A quiet little alarm system for your tech stack

Perplexity — the AI search company — just released a free tool called Bumblebee. It does one thing: it looks around a developer's computer and tells you if any of the software installed there has been flagged as dangerous.

What makes it interesting isn't what it does — it's what it doesn't do. It never pokes, runs, or triggers anything it finds. It just reads. Like a detective who looks through the window instead of opening the door. That matters because some malicious software is designed to wake up the moment something touches it. Bumblebee stays well clear of that.

The timing is relevant for anyone whose team uses AI tools like Claude Desktop, Cursor, or similar assistants. Those tools rely on something called MCP configs — small files that tell the AI what it's allowed to connect to. Bumblebee is one of the first scanners to actually check those files for problems. That's a gap nobody else was covering.
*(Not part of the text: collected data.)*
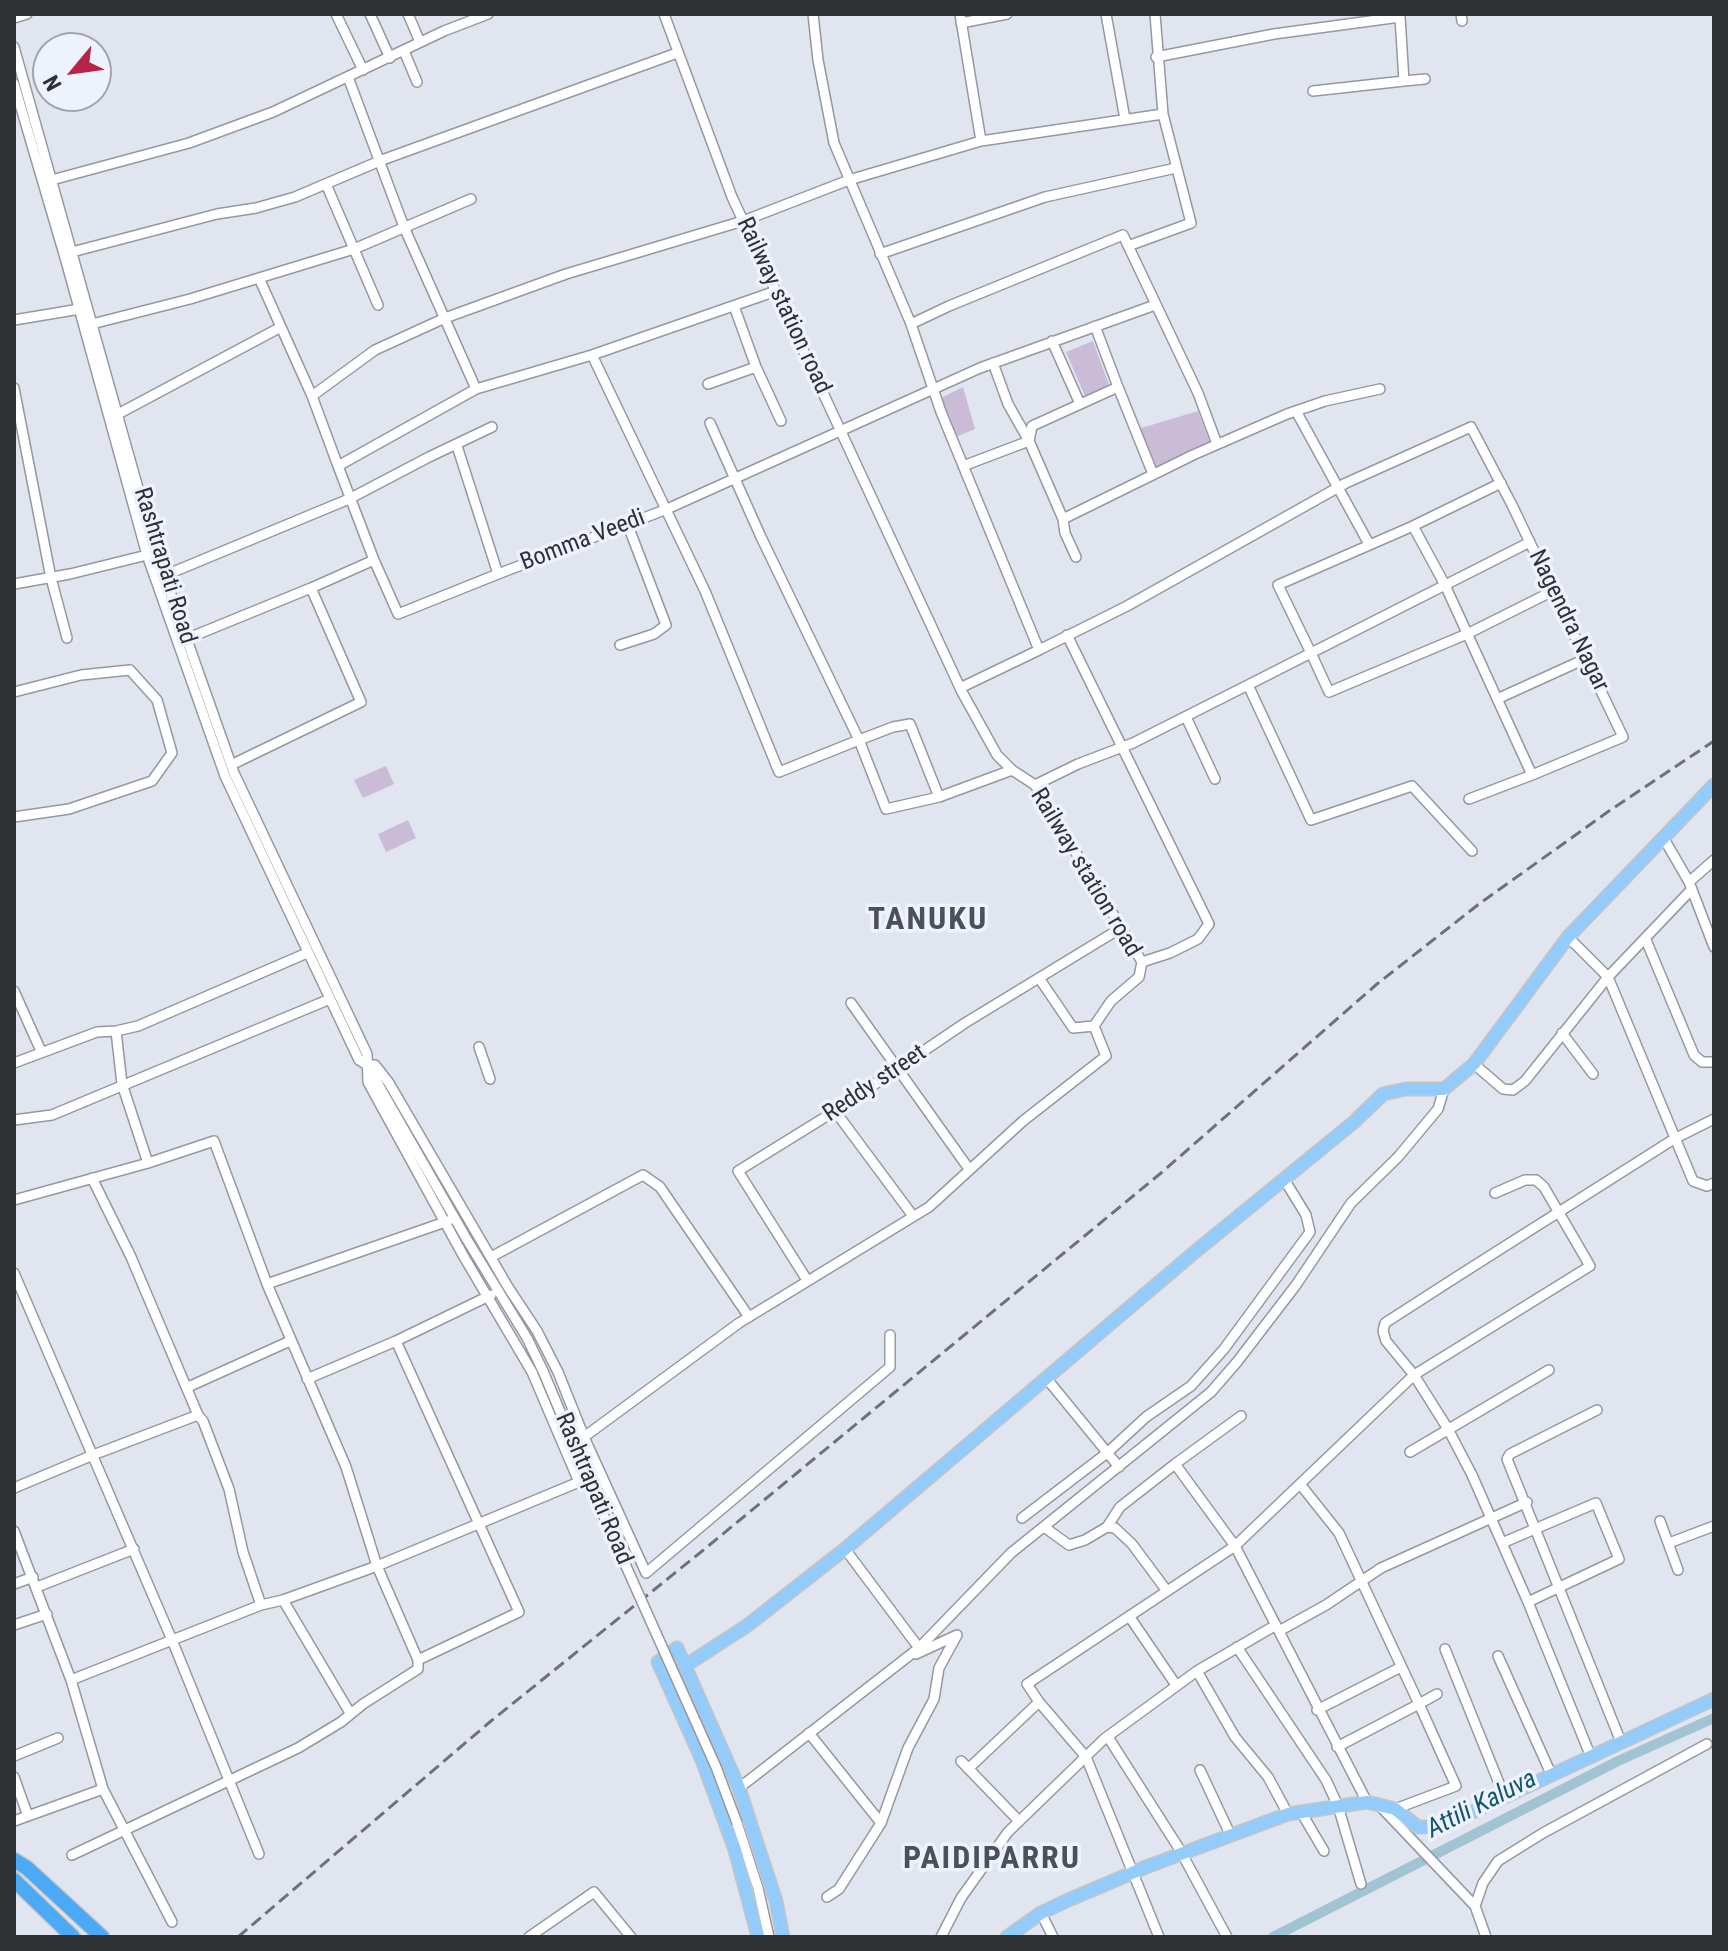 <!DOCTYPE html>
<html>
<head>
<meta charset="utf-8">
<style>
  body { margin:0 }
  #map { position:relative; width:1728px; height:1951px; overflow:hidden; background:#e1e5f0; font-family:"Roboto Condensed",sans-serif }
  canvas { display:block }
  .frame { position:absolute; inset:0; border:16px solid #2f3135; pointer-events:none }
  .north { position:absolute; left:32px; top:32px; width:80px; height:80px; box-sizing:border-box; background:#eef2fd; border:2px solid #a2a5ad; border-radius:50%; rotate:241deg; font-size:22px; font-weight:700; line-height:32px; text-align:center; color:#2f3135 }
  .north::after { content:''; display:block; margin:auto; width:28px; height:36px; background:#b62548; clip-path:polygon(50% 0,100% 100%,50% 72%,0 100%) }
</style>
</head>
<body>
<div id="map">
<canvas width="1728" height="1951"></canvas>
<div class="frame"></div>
<div class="north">N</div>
</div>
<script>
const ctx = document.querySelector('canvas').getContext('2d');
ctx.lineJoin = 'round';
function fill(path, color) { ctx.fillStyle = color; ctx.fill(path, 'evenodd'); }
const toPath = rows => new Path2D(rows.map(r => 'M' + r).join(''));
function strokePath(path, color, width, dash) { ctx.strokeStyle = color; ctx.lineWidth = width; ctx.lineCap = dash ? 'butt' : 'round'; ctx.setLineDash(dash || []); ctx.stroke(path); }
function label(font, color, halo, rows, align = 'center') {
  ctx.font = font + ' "Roboto Condensed",sans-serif'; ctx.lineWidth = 7; ctx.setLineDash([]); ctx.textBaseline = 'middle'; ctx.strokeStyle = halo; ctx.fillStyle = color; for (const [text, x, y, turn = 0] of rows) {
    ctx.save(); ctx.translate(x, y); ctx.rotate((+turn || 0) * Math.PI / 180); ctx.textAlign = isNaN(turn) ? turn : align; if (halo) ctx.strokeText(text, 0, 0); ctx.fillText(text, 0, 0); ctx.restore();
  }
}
fill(toPath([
  [1093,341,1109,385,1085,396,1066,352],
  [963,387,975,429,956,437,939,399],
  [1198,411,1210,443,1156,468,1138,429],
  [386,766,394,784,363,798,354,780],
  [408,820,416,838,386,852,378,834]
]), '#cabcd6');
strokePath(toPath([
  [1273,1937,1618,1761,1714,1718]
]), '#a1c4d3', 10);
const minor = toPath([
  [336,14,363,70],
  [370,14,390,58],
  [408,14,420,42],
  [813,14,818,60,834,143,911,324,941,412,1039,650,960,688],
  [960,14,981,141],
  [1106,14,1125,119],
  [1155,14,1163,114],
  [1461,14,1462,21],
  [14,18,27,14],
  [961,23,1007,14],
  [14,47,156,552,234,773,367,1054,368,1082,464,1257,532,1372,579,1482,377,1566,283,1600,261,1605,71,1680],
  [404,51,417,82],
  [1156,57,1274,34,1400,17,1404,81,1313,91],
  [348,77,404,227,476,389,338,466,374,560,398,614,498,574,457,446],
  [1404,81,1425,79],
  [14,84,66,261,147,555,225,776,359,1060,367,1065,375,1079,466,1238,527,1338,543,1371],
  [48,181,189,143,273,112,444,31,488,14],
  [326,184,378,305],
  [72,252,217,214,256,208,295,197,382,160,677,53],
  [880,254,1045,197,1176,168],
  [259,278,312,396,338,466],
  [734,306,756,367,781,421],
  [14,320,86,308],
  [911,324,949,306,1123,235,1198,393,1217,444],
  [88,325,190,299,354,249,471,199],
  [1095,326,1118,387],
  [1052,341,1080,404],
  [592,355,776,291],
  [993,363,1008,404,1029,441],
  [708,384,756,367],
  [14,388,51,578,67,638],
  [476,389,592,355,705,591,779,772,859,740,886,809,939,797,1012,770],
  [312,396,375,350,445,318,566,274,743,221,849,180,981,141,1163,114,1191,223,1128,246],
  [1296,411,1369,544],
  [118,414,281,327],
  [710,423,761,537,859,740,893,727,910,724,939,797],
  [1029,441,1032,426,1118,387,1153,474],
  [963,466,1029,441,1063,519,1193,455,1287,414,1325,401,1380,389],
  [1501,483,1413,526,1278,585,1311,653,1530,542],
  [1063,519,1065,533,1076,557],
  [498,574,667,509,980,368,1155,305],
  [161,577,349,499,429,457,492,427],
  [14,584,70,574,147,555],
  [1067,635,1209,924,1198,939,1170,953,1142,962],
  [186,639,311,588],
  [620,645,654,634,666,625,627,523],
  [1039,650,1127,606,1346,483,1471,427,1512,505,1623,737,1532,775,1445,585,1413,526],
  [14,692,81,675,130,670,157,700,172,753,152,781,69,809,14,817],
  [1497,699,1585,659],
  [1186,717,1215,779],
  [231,765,361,702,311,588,374,560],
  [1035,785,1078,764,1133,743,1248,685],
  [1469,799,1532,775],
  [1663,837,1689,882,1714,947],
  [1472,851,1412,786,1311,820,1248,685,1311,653,1329,692,1467,634,1553,591],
  [1689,882,1714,860],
  [1568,937,1608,977,1693,1181,1707,1186,1714,1183],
  [1646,940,1694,1055,1702,1062,1714,1062],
  [1039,978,1073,1028,1094,1026],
  [14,991,41,1051],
  [851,1003,969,1169],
  [116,1031,122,1084,148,1163],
  [1562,1033,1593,1074],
  [479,1047,490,1079],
  [14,1063,97,1032,116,1031,138,1026,307,953],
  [1474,1064,1503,1089,1513,1090,1525,1081,1608,977,1692,889],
  [367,1065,375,1065,389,1083,508,1287,537,1331,558,1372,584,1437,646,1573,890,1367,890,1335],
  [835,1111,913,1216],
  [14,1120,52,1115,330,999],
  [92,1178,131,1257,198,1415,203,1421,229,1489,243,1552,261,1605],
  [14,1200,148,1163,214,1141,267,1284,448,1221],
  [491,1257,643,1175,660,1187,749,1317],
  [14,1273,172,1640,259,1854],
  [807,1280,738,1171,835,1111,965,1023,1121,928],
  [396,1341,519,1612,418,1660],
  [307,1379,396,1341,491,1295],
  [1047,1379,1119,1467],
  [188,1387,290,1341],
  [1597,1410,1510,1454,1507,1459,1621,1742],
  [1241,1416,1175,1464,1235,1546,1414,1375,1590,1266,1544,1187,1536,1180,1525,1180,1495,1193],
  [584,1437,739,1323,929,1207,1023,1121,1106,1056,1094,1026,1111,1001,1139,977,1142,962,1035,785,1012,770,997,755,962,692,732,197,664,14],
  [1410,1452,1549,1370],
  [1300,1484,1339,1533,1419,1704,1437,1694],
  [14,1488,93,1455,198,1415],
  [1022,1518,1107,1453,1146,1417,1191,1386,1224,1349,1310,1232,1306,1215,1284,1179],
  [1660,1521,1678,1570],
  [1044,1527,1069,1545,1085,1540,1107,1527,1120,1507,1175,1464],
  [1107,1527,1115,1528,1132,1544,1167,1591],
  [14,1531,71,1680,103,1789,14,1821],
  [1502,1543,1596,1503,1619,1559,1528,1602],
  [1669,1543,1714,1526],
  [845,1549,919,1648],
  [14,1584,33,1577],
  [37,1587,134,1549],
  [283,1600,350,1713],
  [1129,1616,1176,1685],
  [14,1625,47,1614],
  [1279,1631,1326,1605,1381,1568,1527,1502],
  [1237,1647,1326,1780,1338,1806,1361,1884],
  [1445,1649,1505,1798],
  [1498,1656,1552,1776],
  [1197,1671,1235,1737,1268,1777,1288,1814],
  [1039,1702,1027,1684,1235,1546,1367,1802],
  [1317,1710,1401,1667],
  [809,1733,881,1823],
  [1108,1737,1180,1850,1227,1937],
  [1337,1747,1419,1704,1456,1786,1395,1809],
  [14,1756,58,1738],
  [1591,1757,1528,1602,1472,1475,1448,1429,1414,1375,1386,1341,1383,1331,1385,1323,1458,1276,1674,1139,1714,1119],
  [961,1761,1019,1821],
  [968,1769,1039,1702,1086,1757,1159,1937],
  [1200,1770,1230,1834],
  [14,1777,28,1816],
  [739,1788,919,1648,1011,1553,1211,1392,1237,1362,1296,1285,1351,1203,1398,1157,1438,1109,1444,1089],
  [103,1789,172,1922],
  [1379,1805,1475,1906,1486,1937],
  [1301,1812,1324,1851],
  [737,1823,758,1888,769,1937],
  [72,1855,298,1748,341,1722,363,1704,418,1669,418,1660,377,1566,346,1467,267,1284],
  [827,1897,839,1889,881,1823,908,1748,934,1699,939,1668,957,1635,916,1654],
  [1475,1906,1483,1883,1498,1861,1543,1833,1707,1744],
  [1041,1913,1053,1937],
  [529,1937,594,1892,631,1937],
  [941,1937,961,1898,1008,1832,1104,1739,1197,1671,1276,1625]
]);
const major = toPath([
  [685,1666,748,1625,845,1549,1196,1251,1354,1122,1383,1094,1406,1089,1444,1089,1474,1064,1568,937,1714,785],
  [758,1937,735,1850,702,1760,658,1662,677,1648,739,1788,776,1901,783,1937],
  [1007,1937,1041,1913,1066,1901,1146,1867,1288,1814,1367,1802,1395,1809,1418,1827,1434,1827,1449,1823,1714,1699]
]);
const highway = toPath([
  [14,1860,27,1868,102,1937],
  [14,1880,73,1937]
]);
strokePath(minor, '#9498a1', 12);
strokePath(major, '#c5c5c6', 15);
strokePath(highway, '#c5c5c6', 17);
strokePath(minor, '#fff', 9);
strokePath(major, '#93cbfa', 12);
strokePath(highway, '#4ba9f6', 14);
strokePath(toPath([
  [238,1937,491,1721,701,1552,1161,1173,1377,984,1479,904,1609,811,1714,741]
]), '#6f7178', 3, [12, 6]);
const minorBridge = toPath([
  [543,1371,608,1526,716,1767,737,1823]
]);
strokePath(minorBridge, '#9498a1', 12, []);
strokePath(minorBridge, '#fff', 9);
label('24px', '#2f3135', '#eef2fd', [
  ["Railway station road",783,306,65],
  ["Bomma Veedi",583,541,-21],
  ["Rashtrapati Road",164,566,73],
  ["Nagendra Nagar",1568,621,64],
  ["Railway station road",1085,873,59],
  ["Reddy street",875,1084,-34],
  ["Rashtrapati Road",593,1489,67]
]);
label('italic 26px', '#14576d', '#eef2fd', [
  ["Attili Kaluva",1482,1805,-27]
]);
ctx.letterSpacing = '2px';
label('bold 32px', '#4c5058', '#eef2fd', [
  ["TANUKU",928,921],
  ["PAIDIPARRU",992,1860]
]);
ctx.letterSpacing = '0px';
</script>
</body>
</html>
For a business owner, the practical upside is simple: if a security warning comes out about a piece of software, you no longer have to wonder whether anyone on your team has it installed. Bumblebee answers that question in seconds, across all your machines.

It's free, takes about a minute to set up, and is available at: https://github.com/perplexityai/bumblebee

Words worth knowing

Supply chain attack — when someone tampers with a software tool before it reaches you, so you install something that looks trustworthy but isn't.

Package — a ready-made piece of software that developers install to avoid writing everything from scratch. Think of it like a pre-made sauce a chef buys rather than making from scratch.

MCP config — a small settings file that tells an AI assistant which external tools and services it can talk to. If it's tampered with, the AI might quietly share data it shouldn't.

Read-only — a tool that can look but never touch. It can't change, delete, or accidentally activate anything on your system.